- _WHAT YOU ARE ASKED TO DO_
Determine how many lines in the entries below hold "sans". Respond with that number only.

- _RECORD SET_

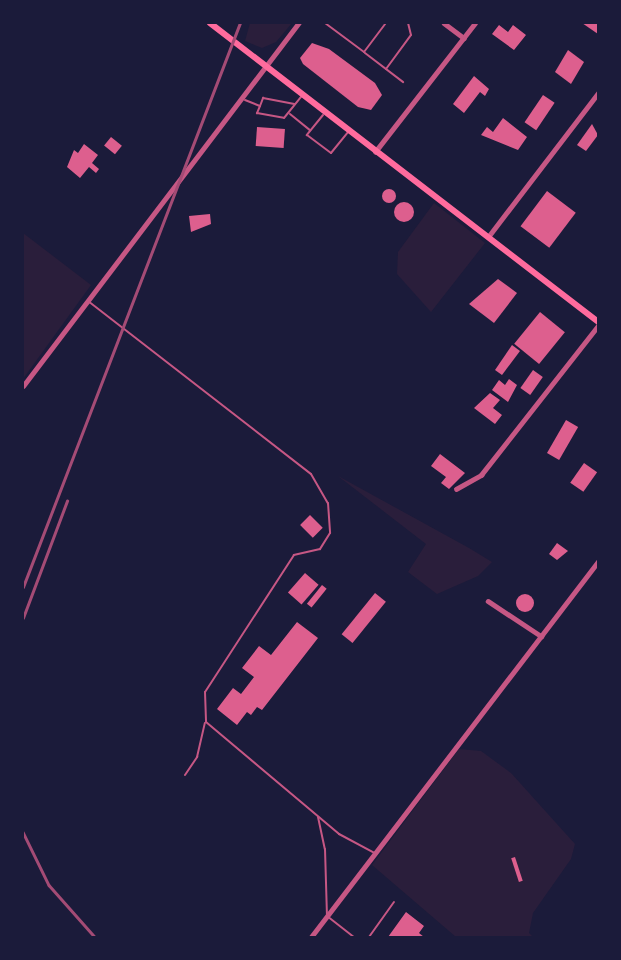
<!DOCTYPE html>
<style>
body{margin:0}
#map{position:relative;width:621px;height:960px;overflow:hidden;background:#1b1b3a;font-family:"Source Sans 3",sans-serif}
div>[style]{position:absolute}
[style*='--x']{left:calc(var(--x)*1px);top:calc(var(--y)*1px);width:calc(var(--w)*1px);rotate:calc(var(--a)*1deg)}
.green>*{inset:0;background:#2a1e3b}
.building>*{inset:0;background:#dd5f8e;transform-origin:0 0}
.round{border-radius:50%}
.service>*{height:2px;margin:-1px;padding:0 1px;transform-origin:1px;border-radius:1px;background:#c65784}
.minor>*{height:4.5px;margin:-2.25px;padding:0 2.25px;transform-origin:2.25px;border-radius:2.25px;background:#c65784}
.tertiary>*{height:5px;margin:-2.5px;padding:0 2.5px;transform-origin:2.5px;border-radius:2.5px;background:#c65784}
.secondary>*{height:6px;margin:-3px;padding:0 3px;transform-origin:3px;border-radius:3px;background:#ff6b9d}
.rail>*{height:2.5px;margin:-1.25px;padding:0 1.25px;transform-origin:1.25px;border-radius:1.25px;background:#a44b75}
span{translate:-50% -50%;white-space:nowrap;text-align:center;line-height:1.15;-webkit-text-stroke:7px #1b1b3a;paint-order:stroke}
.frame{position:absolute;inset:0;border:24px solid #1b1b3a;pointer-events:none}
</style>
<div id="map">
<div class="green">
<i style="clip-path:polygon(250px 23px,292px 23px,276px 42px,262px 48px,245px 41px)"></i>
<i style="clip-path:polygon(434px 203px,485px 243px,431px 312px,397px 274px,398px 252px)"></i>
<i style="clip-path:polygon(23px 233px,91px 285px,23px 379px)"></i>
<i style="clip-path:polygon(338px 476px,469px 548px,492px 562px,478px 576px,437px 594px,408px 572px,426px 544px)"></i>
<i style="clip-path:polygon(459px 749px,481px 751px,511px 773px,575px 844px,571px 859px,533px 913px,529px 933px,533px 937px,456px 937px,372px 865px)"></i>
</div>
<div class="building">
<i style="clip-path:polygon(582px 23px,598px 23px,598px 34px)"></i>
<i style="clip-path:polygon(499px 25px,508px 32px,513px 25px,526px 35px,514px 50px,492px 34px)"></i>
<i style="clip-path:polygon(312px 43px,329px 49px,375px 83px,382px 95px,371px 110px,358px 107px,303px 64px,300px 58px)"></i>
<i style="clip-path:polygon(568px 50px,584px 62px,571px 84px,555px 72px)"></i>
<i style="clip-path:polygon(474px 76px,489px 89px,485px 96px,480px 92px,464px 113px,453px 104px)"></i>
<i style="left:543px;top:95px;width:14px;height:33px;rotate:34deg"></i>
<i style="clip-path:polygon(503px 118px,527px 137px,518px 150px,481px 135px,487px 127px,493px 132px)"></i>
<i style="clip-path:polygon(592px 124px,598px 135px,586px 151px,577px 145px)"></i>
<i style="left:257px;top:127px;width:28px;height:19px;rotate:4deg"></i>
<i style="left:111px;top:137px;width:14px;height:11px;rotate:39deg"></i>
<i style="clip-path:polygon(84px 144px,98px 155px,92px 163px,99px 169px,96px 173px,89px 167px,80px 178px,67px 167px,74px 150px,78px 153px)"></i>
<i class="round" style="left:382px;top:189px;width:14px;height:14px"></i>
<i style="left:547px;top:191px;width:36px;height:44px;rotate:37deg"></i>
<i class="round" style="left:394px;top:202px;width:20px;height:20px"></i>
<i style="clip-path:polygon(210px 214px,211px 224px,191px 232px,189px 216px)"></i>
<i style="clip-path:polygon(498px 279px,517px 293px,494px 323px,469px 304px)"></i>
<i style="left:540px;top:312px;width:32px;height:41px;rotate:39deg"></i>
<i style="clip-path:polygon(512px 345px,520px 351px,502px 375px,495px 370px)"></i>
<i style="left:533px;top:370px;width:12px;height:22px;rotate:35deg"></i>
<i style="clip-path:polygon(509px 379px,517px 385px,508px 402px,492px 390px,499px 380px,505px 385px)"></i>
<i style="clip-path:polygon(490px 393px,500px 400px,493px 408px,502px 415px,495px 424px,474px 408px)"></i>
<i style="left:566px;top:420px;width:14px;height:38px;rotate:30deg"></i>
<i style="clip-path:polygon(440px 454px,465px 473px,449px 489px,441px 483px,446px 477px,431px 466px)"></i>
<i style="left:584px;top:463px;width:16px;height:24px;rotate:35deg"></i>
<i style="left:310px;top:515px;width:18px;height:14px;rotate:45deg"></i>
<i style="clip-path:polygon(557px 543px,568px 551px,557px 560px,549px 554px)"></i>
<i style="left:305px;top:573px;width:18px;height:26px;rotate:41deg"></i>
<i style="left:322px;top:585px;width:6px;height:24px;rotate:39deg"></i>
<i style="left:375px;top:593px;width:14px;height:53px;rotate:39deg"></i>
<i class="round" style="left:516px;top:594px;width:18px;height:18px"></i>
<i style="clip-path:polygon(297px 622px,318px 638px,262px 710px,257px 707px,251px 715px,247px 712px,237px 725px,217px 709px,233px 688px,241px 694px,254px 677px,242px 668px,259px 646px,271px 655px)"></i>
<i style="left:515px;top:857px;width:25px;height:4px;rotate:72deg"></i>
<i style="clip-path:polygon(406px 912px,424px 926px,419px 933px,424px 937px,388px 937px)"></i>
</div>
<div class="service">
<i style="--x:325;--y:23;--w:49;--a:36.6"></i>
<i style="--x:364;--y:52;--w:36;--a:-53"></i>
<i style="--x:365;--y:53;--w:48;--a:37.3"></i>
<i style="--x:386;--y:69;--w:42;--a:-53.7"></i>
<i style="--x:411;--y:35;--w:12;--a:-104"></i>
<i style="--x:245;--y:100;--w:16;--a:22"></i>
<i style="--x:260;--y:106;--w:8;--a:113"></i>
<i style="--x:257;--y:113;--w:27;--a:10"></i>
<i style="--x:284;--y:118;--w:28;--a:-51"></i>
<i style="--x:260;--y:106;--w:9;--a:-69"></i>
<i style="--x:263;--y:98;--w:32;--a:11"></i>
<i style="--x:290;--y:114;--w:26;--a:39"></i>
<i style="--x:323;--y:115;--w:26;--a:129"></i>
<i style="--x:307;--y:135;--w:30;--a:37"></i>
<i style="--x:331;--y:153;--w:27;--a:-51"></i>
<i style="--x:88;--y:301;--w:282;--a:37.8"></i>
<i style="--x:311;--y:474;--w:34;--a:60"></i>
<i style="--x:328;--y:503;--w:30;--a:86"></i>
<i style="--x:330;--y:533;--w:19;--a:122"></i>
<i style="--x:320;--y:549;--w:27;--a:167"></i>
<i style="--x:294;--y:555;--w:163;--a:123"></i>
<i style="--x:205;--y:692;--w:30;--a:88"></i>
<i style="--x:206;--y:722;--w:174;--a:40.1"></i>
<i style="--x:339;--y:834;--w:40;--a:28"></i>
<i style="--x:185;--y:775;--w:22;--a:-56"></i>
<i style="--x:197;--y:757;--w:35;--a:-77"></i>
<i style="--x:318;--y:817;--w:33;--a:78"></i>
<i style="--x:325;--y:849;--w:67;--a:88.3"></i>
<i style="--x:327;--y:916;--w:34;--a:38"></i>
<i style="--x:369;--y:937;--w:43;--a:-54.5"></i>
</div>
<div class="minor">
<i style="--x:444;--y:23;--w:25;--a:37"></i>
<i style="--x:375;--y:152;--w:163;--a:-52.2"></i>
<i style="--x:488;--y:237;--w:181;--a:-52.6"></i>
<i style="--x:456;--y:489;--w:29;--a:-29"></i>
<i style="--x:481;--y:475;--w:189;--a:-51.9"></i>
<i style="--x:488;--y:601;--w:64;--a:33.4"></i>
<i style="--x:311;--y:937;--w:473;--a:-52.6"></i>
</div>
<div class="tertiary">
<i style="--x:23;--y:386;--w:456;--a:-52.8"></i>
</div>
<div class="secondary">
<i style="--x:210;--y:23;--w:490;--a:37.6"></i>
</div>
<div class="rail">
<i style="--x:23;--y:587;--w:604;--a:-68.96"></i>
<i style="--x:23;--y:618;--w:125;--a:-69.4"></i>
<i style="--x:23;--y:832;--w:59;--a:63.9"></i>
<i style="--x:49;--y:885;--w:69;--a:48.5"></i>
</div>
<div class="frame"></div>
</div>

--

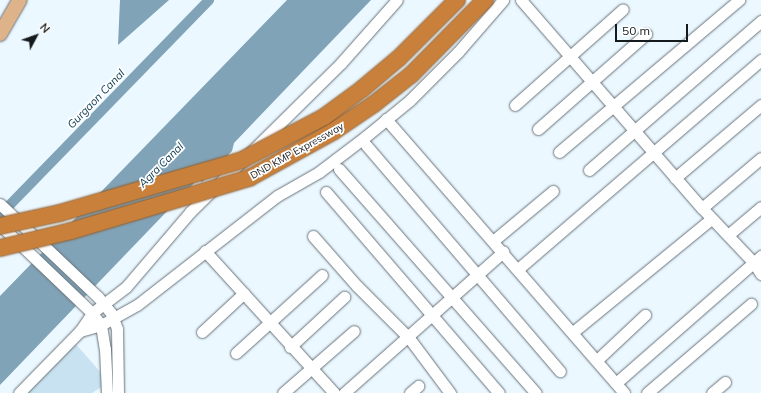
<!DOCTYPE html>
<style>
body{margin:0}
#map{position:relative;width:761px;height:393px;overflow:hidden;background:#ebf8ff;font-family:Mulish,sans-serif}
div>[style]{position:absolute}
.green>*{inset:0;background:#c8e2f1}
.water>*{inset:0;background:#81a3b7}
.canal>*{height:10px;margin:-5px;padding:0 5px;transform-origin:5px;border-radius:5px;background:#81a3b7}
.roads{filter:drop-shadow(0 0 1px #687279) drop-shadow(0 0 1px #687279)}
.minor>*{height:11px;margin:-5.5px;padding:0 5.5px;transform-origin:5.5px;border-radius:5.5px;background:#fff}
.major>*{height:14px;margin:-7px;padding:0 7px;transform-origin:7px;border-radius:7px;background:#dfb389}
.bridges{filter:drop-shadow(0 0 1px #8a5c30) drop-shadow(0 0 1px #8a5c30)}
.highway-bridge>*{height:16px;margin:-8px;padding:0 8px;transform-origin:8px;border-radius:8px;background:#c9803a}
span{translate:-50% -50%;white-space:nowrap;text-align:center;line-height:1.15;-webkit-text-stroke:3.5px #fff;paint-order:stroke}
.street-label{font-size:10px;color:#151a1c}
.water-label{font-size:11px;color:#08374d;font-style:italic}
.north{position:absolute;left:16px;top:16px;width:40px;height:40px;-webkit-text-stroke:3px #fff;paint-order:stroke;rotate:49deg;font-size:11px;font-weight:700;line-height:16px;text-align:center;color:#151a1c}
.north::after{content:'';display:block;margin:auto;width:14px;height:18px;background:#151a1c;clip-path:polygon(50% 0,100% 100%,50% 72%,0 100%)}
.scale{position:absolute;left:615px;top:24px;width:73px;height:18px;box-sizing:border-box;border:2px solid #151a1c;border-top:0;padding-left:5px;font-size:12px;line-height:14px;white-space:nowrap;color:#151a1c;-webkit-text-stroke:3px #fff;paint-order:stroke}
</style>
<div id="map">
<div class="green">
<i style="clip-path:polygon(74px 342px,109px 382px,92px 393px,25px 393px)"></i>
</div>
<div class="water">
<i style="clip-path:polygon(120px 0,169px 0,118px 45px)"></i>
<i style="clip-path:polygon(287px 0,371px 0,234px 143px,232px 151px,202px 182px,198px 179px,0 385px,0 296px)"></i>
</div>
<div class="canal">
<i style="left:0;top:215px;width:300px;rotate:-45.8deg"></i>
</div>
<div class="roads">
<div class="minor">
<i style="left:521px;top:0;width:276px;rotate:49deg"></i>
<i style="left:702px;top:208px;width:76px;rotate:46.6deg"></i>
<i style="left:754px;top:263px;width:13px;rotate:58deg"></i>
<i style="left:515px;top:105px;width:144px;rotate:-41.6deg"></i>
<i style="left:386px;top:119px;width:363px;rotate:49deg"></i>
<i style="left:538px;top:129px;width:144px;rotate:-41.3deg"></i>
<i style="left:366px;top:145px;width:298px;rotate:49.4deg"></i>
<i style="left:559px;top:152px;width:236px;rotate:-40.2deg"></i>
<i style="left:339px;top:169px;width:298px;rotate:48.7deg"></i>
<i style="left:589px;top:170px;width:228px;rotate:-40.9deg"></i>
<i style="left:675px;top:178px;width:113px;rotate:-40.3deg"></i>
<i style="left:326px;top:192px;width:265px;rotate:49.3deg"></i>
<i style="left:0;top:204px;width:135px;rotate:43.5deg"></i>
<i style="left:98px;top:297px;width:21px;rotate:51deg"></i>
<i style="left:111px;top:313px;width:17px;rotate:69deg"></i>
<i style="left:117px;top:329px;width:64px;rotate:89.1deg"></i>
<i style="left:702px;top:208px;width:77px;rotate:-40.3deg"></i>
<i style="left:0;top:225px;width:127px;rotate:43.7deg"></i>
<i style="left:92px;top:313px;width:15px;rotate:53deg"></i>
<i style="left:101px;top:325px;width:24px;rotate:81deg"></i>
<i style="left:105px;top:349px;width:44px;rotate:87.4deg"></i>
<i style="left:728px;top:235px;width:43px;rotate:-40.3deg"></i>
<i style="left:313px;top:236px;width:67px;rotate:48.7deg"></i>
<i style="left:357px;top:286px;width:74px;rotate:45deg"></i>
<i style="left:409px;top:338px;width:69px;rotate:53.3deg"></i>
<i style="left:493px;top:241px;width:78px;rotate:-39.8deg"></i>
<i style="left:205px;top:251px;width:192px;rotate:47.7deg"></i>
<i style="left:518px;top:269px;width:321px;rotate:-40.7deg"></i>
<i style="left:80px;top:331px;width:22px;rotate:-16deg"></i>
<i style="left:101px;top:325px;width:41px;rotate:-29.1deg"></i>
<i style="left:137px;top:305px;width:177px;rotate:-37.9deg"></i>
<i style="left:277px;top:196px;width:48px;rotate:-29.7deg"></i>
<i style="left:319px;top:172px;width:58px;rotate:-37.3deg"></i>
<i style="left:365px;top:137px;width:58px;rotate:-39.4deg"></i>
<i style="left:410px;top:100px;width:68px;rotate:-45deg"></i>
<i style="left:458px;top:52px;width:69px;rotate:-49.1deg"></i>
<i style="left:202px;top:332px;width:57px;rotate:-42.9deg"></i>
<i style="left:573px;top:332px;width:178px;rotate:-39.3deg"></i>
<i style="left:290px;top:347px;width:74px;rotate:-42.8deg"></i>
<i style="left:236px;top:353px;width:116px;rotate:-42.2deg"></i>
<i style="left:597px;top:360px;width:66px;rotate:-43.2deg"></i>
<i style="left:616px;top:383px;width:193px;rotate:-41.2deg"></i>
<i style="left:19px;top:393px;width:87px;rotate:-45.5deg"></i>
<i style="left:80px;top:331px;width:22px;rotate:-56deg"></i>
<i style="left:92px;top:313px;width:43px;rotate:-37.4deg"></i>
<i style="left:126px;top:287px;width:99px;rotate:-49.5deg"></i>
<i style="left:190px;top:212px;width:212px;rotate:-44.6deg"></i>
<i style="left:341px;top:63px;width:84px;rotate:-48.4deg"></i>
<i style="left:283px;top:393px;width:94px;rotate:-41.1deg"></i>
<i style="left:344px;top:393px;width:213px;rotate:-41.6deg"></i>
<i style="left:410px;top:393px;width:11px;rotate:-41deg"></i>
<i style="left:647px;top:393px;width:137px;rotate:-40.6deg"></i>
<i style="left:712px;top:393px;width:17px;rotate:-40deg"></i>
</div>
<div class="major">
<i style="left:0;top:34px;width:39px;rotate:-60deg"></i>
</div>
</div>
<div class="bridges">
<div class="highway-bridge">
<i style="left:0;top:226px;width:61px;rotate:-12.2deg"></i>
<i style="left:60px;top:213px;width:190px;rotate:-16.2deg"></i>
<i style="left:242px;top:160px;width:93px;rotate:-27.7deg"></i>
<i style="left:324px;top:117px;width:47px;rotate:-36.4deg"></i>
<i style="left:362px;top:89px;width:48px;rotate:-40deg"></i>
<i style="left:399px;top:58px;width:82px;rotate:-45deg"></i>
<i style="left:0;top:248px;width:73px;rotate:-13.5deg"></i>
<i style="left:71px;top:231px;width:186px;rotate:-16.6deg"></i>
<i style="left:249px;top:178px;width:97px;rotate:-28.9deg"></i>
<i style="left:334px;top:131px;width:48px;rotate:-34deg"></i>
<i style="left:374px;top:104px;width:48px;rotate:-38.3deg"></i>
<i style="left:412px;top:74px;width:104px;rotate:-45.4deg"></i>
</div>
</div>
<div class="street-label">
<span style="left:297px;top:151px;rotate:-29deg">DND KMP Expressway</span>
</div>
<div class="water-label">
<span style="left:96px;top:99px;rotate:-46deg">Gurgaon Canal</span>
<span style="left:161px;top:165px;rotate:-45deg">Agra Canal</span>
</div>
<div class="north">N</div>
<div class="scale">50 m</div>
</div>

- _EXERCISE OUTPUT_
2